◆ **Dataset entries**:

- - -

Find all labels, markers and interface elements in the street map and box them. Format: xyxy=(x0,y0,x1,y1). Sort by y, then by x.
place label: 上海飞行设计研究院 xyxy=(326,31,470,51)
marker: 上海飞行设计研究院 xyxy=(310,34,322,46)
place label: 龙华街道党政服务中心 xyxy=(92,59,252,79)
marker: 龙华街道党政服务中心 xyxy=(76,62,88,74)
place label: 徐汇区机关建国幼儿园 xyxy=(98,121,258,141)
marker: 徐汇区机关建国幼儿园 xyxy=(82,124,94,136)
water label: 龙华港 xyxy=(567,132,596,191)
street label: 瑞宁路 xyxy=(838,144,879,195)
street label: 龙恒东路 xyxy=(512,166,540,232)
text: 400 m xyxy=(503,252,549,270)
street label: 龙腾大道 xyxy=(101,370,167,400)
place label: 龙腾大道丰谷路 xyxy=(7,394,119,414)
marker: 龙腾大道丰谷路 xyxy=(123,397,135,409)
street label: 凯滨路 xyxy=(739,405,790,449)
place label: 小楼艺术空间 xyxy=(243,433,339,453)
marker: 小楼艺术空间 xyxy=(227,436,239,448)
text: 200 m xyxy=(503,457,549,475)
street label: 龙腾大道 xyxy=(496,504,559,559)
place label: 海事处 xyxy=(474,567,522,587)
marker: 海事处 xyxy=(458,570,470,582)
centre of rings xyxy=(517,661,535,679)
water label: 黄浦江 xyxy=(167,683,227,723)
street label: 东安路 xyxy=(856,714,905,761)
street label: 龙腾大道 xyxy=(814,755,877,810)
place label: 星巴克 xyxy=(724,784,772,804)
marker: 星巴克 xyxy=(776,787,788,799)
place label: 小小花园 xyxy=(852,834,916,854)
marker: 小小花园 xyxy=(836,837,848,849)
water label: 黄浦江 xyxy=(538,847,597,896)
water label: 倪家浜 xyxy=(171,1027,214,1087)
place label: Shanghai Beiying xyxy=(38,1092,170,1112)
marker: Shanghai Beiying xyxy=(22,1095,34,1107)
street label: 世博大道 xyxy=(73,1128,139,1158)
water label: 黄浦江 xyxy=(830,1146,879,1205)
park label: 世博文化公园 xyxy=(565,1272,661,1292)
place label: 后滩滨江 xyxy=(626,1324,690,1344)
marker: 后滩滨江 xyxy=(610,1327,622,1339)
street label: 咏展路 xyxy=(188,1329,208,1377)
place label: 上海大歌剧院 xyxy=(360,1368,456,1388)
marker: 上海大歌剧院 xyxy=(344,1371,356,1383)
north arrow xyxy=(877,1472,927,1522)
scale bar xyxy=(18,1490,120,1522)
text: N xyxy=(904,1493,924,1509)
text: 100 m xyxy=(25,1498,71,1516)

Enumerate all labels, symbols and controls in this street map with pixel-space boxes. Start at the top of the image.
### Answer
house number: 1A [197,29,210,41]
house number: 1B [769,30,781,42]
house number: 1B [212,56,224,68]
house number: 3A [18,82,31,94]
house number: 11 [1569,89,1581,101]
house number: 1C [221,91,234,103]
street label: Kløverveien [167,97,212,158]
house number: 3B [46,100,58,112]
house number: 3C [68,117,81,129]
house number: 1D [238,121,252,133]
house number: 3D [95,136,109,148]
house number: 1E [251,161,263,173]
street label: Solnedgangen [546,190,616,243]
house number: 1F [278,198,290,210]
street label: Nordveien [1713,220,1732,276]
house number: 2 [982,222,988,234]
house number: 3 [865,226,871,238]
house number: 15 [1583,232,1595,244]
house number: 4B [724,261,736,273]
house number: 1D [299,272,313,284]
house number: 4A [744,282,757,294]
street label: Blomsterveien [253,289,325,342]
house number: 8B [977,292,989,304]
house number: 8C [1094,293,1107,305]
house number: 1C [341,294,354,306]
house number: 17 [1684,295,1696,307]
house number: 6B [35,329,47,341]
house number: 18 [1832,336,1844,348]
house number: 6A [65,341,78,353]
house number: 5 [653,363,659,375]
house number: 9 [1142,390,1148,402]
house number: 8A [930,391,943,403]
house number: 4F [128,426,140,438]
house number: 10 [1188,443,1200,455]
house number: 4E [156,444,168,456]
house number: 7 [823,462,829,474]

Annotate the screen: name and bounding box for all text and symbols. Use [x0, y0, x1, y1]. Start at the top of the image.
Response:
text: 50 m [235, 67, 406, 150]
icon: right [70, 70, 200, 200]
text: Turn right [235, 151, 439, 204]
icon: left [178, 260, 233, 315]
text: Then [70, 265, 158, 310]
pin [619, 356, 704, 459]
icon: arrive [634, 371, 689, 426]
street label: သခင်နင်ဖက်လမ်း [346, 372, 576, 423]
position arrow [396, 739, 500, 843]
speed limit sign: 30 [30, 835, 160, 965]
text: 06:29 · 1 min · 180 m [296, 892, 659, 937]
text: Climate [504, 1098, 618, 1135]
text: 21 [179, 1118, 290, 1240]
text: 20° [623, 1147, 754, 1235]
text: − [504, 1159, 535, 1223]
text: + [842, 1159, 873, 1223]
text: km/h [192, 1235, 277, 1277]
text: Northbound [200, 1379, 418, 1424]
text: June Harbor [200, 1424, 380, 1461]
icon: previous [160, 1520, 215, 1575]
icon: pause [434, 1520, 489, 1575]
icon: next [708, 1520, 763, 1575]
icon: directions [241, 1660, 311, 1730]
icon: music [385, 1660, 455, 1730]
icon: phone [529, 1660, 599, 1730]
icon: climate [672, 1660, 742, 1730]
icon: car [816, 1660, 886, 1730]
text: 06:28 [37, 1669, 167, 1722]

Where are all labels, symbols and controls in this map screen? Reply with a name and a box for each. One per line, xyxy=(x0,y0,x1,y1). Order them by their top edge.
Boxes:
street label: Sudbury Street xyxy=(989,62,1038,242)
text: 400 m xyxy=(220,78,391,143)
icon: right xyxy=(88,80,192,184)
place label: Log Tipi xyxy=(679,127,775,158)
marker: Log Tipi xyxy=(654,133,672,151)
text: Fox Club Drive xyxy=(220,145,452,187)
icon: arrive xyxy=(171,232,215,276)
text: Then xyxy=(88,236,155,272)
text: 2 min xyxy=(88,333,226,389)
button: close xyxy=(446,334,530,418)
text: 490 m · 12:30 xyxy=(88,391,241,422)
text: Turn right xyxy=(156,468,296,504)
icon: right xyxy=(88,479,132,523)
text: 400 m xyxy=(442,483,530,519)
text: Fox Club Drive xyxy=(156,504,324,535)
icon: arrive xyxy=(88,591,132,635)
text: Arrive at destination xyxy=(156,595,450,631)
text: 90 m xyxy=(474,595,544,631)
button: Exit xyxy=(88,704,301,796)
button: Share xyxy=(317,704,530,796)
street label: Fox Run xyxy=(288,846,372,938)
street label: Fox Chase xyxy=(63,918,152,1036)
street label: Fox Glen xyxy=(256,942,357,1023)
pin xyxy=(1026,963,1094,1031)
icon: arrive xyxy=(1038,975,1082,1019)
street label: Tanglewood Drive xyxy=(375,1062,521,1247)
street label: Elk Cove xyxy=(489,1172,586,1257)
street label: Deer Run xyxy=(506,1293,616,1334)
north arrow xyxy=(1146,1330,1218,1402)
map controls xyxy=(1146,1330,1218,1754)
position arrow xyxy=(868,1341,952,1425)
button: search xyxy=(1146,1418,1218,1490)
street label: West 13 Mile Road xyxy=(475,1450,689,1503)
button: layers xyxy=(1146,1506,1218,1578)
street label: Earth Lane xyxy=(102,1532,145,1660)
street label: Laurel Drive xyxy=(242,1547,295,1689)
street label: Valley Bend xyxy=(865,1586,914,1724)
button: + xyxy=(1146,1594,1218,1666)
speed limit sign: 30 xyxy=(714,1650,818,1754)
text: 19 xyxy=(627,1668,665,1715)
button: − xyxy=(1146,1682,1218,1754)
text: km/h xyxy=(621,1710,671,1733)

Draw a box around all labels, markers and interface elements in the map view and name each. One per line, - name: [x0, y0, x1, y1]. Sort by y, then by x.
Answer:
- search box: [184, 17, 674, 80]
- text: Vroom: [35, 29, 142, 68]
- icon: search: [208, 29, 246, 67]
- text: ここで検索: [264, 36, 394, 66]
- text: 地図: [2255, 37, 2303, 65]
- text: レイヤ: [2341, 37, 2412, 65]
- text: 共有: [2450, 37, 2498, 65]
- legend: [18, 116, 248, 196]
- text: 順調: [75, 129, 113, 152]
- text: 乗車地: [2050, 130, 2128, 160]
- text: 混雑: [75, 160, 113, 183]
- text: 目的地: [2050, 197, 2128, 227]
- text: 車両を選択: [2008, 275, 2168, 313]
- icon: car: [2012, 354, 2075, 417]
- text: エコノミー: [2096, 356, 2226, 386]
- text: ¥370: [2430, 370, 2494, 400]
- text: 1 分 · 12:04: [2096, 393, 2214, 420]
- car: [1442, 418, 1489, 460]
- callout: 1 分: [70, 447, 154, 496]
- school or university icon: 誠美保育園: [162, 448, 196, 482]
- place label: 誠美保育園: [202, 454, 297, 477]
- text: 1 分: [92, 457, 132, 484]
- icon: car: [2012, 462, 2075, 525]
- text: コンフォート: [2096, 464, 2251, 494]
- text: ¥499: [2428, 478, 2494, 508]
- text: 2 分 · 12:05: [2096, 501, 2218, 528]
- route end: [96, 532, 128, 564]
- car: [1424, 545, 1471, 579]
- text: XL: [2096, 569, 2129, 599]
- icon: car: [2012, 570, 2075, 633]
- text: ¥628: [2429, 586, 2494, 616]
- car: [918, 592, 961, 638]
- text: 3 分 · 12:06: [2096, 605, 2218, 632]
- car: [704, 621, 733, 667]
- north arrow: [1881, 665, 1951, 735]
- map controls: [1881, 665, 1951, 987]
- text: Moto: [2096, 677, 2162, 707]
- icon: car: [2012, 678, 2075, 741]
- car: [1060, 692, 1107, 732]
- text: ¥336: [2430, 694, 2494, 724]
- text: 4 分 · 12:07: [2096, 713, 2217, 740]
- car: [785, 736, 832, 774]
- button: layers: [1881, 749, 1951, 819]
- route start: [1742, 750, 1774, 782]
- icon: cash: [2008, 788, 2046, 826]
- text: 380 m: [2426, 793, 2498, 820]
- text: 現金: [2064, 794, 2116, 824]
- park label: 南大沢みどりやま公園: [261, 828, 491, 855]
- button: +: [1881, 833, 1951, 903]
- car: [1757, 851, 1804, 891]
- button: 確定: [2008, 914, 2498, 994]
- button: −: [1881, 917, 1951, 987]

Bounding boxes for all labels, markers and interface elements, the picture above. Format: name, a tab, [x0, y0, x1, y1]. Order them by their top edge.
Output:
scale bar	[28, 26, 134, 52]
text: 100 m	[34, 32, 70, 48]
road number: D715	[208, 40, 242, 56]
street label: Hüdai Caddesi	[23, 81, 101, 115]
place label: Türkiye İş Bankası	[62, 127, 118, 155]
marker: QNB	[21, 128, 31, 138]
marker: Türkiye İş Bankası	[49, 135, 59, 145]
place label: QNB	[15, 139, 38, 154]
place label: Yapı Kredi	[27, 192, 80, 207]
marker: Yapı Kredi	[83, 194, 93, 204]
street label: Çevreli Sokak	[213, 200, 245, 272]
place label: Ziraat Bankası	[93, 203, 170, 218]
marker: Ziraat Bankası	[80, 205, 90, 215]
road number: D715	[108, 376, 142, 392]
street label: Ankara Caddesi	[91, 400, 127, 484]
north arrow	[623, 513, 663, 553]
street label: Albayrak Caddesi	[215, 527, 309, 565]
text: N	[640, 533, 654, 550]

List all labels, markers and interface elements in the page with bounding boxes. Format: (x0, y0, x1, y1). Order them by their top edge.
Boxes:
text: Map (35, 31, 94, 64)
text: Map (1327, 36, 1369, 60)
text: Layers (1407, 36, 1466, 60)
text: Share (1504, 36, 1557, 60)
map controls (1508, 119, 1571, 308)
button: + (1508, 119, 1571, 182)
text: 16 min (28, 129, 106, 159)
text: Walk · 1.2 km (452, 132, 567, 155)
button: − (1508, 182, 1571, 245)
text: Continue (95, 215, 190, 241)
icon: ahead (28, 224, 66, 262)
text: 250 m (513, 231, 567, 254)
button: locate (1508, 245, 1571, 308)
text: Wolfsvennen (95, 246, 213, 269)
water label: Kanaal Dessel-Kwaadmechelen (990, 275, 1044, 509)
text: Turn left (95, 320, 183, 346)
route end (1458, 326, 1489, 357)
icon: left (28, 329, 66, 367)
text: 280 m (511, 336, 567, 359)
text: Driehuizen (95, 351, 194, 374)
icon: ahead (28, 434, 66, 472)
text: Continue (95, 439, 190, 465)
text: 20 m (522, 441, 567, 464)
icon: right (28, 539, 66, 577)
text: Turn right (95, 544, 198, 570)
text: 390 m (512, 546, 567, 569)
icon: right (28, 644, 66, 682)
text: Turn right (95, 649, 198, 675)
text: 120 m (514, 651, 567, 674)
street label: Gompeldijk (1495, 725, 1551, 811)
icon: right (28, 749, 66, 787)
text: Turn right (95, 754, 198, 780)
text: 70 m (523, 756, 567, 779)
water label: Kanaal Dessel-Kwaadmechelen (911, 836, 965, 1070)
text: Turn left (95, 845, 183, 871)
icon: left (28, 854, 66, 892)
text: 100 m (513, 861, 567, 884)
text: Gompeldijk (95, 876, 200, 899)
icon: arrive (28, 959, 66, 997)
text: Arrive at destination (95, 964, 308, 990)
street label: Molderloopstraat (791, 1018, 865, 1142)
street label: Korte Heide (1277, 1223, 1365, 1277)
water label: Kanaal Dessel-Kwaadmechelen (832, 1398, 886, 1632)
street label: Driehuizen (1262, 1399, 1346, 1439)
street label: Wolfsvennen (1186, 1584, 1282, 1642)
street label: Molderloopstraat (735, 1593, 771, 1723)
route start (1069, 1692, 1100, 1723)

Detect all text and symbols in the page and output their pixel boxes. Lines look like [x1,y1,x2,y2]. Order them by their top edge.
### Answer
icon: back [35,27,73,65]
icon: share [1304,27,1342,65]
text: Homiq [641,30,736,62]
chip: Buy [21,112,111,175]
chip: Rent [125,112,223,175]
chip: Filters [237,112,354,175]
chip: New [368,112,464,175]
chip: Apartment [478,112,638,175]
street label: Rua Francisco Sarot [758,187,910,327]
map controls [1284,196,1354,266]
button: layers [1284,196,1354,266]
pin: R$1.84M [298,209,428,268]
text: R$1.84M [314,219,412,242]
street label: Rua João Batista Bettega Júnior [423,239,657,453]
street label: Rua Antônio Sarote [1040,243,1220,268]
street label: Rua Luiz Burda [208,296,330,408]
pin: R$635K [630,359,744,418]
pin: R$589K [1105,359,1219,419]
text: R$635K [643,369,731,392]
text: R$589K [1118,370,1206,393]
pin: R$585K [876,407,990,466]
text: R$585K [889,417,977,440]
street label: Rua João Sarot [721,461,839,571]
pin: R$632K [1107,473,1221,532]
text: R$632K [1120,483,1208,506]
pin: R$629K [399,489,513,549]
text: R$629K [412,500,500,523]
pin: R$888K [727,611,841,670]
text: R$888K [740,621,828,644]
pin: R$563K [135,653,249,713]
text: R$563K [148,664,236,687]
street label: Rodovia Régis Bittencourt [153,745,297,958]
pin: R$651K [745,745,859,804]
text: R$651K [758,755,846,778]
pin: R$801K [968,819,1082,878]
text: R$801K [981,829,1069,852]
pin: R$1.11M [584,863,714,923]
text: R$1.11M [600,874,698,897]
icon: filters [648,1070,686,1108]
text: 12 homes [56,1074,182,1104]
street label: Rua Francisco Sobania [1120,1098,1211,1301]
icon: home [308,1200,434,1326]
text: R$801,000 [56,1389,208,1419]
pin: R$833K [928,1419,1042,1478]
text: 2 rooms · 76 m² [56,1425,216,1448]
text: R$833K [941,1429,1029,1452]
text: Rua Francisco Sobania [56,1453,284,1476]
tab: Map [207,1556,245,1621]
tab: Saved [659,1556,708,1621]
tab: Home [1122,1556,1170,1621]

- - -

◆ **WORK TO COMPLETE**:
Search the records line by line for the word "screen" and copy every line where it appears.

◆ **YOUR SOLUTION**:
Annotate the screen: name and bounding box for all text and symbols. Use [x0, y0, x1, y1]. Start at the top of the image.
Where are all labels, symbols and controls in this map screen? Reply with a name and a box for each. One per line, xyxy=(x0,y0,x1,y1). Order them by their top edge.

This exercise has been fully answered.